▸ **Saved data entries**
──────
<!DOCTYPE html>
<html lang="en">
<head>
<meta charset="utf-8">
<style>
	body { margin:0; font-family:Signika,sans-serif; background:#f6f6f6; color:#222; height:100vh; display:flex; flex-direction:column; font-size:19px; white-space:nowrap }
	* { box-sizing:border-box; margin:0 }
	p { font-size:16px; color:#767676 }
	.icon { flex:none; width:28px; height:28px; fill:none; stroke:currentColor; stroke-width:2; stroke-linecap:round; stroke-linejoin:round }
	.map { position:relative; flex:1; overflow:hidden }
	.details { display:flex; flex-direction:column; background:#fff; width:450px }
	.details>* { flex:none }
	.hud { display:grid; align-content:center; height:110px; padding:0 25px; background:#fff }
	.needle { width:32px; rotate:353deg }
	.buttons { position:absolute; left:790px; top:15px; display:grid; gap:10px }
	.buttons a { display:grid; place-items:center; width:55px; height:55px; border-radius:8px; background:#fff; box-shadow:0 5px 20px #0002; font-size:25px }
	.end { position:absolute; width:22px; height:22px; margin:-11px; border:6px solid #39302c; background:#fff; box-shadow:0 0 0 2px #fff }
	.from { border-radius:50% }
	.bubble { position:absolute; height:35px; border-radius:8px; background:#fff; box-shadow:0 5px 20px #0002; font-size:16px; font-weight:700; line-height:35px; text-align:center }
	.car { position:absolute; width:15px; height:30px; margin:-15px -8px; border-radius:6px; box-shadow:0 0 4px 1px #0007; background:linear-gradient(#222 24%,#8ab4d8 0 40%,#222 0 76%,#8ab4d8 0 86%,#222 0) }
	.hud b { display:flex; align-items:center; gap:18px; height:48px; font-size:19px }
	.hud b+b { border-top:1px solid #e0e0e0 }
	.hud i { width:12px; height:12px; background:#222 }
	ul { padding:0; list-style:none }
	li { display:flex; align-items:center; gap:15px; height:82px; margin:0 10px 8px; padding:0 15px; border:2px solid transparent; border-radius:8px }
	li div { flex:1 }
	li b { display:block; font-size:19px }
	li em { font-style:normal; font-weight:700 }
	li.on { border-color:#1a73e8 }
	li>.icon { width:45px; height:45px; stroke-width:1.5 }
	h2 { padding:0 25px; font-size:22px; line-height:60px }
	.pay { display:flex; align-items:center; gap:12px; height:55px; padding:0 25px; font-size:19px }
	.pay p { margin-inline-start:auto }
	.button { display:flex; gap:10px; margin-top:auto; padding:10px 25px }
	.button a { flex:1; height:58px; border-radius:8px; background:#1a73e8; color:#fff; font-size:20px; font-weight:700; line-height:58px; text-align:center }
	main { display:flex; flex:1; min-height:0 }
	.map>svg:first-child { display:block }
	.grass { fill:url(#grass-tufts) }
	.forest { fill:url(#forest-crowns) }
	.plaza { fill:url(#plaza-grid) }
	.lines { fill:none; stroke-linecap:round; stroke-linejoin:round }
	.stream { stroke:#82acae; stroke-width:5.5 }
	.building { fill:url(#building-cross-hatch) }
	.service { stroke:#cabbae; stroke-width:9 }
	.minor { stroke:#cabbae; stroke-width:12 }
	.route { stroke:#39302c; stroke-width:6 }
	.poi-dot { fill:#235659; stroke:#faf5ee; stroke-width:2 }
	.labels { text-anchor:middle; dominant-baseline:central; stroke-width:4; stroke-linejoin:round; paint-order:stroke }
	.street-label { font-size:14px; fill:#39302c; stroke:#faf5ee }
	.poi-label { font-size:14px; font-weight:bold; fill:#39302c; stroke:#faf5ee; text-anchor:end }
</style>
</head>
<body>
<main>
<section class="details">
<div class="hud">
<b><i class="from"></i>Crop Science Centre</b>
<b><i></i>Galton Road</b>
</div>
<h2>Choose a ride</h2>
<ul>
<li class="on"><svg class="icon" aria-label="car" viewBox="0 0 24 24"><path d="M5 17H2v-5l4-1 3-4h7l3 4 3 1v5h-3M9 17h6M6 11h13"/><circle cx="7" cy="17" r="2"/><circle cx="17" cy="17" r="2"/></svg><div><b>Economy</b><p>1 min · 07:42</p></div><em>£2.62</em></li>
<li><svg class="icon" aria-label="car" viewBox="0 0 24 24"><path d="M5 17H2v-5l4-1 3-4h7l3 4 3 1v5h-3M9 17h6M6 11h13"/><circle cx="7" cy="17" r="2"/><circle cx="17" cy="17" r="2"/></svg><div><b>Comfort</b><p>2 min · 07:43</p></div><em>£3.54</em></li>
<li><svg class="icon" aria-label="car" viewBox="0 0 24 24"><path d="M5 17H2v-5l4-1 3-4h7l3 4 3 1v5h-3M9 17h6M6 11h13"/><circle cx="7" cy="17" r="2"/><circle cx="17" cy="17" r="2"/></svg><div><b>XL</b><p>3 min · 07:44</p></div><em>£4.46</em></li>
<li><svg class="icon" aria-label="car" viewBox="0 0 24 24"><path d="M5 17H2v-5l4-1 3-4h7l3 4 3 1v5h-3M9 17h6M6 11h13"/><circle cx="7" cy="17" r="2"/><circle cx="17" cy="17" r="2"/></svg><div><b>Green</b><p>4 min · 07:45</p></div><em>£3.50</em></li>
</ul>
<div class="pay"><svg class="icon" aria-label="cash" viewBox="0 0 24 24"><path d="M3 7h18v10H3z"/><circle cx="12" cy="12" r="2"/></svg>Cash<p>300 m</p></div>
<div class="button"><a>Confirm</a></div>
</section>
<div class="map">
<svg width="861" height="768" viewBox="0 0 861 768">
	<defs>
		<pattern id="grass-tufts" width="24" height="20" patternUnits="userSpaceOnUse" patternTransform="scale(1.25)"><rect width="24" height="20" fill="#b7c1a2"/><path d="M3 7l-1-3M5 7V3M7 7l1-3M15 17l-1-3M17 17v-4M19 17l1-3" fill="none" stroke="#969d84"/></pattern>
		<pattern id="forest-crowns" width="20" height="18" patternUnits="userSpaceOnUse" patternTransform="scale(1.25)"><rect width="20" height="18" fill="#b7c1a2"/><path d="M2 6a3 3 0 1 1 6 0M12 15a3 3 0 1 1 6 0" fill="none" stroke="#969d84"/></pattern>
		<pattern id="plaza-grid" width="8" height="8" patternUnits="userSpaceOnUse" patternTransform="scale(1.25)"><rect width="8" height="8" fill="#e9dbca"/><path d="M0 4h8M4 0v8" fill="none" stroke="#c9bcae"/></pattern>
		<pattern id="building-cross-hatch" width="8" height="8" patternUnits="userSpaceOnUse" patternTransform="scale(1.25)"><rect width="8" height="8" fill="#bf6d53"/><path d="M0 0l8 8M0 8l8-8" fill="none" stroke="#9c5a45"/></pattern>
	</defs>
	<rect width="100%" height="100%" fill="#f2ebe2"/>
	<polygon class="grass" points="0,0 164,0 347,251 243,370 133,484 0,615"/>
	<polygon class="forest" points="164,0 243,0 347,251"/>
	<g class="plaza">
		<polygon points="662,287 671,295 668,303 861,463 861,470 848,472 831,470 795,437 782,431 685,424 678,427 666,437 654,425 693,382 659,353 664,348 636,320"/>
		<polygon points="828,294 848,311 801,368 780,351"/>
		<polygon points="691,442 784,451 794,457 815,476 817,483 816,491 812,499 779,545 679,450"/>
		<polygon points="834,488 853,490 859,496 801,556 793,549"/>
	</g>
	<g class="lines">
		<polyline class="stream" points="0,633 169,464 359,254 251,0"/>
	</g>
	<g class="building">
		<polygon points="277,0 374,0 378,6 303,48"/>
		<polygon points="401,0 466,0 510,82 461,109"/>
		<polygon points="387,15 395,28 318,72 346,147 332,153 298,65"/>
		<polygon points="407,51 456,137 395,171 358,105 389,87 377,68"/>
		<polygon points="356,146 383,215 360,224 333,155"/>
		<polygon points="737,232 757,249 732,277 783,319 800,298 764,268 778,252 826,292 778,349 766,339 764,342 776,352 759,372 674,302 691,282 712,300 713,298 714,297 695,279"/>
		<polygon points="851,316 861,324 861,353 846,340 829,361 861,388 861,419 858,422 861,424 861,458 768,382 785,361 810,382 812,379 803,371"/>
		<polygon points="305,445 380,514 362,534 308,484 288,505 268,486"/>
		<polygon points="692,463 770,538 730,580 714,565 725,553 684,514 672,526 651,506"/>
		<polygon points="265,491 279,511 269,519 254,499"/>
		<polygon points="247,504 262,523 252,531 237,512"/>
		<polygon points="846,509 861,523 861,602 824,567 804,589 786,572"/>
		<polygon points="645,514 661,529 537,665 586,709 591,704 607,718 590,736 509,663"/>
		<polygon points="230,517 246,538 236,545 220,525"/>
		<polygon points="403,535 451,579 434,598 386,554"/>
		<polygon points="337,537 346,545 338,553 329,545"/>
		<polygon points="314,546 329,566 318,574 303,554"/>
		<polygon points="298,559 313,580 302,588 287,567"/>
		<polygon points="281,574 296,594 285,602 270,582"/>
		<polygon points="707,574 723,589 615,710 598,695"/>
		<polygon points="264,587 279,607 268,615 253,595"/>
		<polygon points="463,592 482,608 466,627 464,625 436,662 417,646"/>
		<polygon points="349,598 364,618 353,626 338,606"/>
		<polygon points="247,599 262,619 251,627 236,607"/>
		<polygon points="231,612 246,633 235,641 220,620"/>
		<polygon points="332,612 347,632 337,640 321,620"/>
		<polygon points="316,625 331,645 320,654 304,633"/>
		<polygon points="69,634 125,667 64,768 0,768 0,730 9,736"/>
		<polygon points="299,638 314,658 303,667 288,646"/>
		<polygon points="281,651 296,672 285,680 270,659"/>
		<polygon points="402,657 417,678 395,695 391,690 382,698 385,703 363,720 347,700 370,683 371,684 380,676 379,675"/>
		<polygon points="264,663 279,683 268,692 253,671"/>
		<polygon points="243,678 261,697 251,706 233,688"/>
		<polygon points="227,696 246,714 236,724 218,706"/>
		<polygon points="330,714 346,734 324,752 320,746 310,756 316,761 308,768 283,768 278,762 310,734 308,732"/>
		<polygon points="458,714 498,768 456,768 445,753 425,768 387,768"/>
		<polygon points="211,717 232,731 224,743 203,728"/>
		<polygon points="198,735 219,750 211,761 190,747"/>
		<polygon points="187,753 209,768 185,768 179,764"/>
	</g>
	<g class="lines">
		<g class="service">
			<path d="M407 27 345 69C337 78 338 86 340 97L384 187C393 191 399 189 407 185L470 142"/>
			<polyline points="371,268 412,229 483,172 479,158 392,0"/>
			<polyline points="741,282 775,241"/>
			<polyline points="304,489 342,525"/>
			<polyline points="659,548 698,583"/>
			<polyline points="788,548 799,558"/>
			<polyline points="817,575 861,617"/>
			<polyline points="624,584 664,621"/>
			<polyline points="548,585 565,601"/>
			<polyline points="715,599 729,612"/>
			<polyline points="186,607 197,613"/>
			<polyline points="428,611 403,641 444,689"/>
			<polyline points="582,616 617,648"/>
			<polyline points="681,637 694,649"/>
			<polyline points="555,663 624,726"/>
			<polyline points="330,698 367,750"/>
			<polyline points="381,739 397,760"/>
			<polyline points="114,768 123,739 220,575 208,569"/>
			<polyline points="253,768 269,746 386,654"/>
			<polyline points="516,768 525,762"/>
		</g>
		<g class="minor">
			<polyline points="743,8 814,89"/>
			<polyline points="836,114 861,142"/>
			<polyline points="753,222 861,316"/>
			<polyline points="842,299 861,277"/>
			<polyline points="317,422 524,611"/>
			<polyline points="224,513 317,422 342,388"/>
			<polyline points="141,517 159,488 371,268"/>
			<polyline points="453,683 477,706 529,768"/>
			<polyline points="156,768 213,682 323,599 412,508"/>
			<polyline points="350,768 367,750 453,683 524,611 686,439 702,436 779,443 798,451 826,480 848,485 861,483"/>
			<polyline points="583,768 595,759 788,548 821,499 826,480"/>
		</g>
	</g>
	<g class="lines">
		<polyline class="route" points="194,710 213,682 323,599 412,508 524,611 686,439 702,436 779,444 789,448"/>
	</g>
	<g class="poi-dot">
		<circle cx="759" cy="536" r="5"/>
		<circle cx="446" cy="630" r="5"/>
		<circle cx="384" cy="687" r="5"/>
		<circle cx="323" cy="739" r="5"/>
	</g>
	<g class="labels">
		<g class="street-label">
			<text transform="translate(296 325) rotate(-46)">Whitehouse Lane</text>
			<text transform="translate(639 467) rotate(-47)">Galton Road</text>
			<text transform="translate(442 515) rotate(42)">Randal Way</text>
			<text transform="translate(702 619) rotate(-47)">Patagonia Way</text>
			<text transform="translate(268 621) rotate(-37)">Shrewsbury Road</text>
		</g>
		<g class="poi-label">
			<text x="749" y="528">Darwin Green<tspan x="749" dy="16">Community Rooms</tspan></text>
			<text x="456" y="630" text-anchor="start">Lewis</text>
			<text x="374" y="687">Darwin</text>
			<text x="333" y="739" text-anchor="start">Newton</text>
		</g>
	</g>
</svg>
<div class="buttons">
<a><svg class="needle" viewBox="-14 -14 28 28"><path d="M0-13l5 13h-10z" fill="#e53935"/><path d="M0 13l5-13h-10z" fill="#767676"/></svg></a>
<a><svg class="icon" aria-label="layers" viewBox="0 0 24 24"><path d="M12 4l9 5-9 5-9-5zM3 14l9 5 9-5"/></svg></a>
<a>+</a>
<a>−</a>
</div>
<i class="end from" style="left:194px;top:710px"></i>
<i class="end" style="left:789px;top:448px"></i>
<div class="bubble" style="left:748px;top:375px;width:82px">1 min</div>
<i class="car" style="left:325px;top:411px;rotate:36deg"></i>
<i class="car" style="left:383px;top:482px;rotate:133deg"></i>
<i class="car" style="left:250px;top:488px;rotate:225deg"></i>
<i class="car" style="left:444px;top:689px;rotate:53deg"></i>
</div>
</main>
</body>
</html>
──────
▸ **ABOUT THIS EXERCISE**
Your answer should consist of all lines above that include the string "building".

▸ **SOLUTION BELOW**
	.building { fill:url(#building-cross-hatch) }
		<pattern id="building-cross-hatch" width="8" height="8" patternUnits="userSpaceOnUse" patternTransform="scale(1.25)"><rect width="8" height="8" fill="#bf6d53"/><path d="M0 0l8 8M0 8l8-8" fill="none" stroke="#9c5a45"/></pattern>
	<g class="building">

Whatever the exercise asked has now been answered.